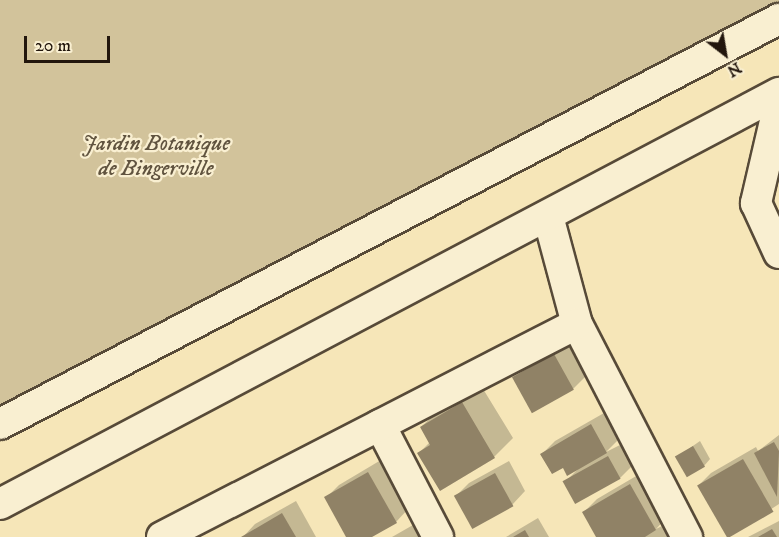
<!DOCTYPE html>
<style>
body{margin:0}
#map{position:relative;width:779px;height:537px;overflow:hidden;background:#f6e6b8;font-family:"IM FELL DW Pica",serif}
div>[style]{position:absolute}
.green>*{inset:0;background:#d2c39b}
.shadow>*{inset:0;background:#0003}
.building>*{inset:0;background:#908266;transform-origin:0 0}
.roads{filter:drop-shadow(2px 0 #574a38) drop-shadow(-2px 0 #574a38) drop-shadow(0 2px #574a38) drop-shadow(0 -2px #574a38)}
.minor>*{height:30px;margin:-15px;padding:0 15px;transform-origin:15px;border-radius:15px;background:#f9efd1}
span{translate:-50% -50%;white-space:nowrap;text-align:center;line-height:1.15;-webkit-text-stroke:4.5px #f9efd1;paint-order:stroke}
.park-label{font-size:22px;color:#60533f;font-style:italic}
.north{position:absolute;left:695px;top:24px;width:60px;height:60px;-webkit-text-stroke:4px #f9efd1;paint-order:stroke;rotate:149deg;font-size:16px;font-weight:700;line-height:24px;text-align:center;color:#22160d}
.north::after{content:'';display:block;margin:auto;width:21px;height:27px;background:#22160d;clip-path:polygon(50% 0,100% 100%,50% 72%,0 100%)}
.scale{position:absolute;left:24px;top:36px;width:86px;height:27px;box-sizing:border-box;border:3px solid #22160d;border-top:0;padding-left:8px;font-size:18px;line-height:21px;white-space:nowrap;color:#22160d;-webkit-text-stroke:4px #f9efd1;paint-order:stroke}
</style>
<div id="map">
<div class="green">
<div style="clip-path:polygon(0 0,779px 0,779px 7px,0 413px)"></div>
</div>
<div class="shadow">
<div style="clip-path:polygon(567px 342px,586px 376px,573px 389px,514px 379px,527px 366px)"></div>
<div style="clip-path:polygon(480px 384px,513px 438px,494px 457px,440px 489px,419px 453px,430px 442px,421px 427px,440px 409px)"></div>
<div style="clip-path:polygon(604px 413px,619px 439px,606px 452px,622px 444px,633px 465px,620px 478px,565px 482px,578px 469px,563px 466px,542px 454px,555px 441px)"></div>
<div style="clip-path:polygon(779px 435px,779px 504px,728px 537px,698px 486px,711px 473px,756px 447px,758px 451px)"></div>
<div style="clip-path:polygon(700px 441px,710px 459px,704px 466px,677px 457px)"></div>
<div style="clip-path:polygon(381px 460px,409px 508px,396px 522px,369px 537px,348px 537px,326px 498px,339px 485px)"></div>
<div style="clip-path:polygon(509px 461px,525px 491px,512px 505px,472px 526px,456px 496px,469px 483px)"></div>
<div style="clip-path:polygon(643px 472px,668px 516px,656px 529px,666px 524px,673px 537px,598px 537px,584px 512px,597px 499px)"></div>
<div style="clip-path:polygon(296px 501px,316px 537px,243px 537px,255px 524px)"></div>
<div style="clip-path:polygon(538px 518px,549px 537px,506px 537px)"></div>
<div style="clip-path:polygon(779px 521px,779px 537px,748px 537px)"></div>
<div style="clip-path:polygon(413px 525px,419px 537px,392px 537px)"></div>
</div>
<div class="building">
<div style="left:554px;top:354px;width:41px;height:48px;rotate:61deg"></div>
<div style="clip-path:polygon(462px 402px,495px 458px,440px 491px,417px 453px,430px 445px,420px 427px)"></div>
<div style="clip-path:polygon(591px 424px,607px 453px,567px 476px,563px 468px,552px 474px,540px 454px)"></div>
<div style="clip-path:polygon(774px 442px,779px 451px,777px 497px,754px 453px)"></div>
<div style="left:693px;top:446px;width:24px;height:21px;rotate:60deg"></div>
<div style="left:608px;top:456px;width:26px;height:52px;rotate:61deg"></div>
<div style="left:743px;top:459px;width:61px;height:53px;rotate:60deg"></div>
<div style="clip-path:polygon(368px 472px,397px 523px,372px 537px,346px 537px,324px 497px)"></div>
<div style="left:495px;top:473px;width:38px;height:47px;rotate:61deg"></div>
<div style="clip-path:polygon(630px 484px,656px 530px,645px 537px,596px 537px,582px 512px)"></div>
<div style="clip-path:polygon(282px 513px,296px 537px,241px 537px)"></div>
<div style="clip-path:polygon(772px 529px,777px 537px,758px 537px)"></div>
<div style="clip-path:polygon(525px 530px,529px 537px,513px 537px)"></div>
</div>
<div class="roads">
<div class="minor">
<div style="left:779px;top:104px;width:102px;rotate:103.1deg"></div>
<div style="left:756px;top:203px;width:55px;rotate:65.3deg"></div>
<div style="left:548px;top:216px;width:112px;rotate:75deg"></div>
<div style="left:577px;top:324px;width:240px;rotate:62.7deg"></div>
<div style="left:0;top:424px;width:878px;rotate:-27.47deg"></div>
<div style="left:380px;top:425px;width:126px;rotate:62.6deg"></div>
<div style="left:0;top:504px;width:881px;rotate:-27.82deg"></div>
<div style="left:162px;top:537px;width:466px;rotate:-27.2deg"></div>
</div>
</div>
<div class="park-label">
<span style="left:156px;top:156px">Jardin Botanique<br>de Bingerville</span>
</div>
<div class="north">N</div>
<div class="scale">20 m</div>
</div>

============================================================

Reproduce only the lines running from the beginning of the entries above to the line holding "0 #574a38) drop-shadow(-2px", inclusive. Pictures stay out of the copy.

• **Reply**:
<!DOCTYPE html>
<style>
body{margin:0}
#map{position:relative;width:779px;height:537px;overflow:hidden;background:#f6e6b8;font-family:"IM FELL DW Pica",serif}
div>[style]{position:absolute}
.green>*{inset:0;background:#d2c39b}
.shadow>*{inset:0;background:#0003}
.building>*{inset:0;background:#908266;transform-origin:0 0}
.roads{filter:drop-shadow(2px 0 #574a38) drop-shadow(-2px 0 #574a38) drop-shadow(0 2px #574a38) drop-shadow(0 -2px #574a38)}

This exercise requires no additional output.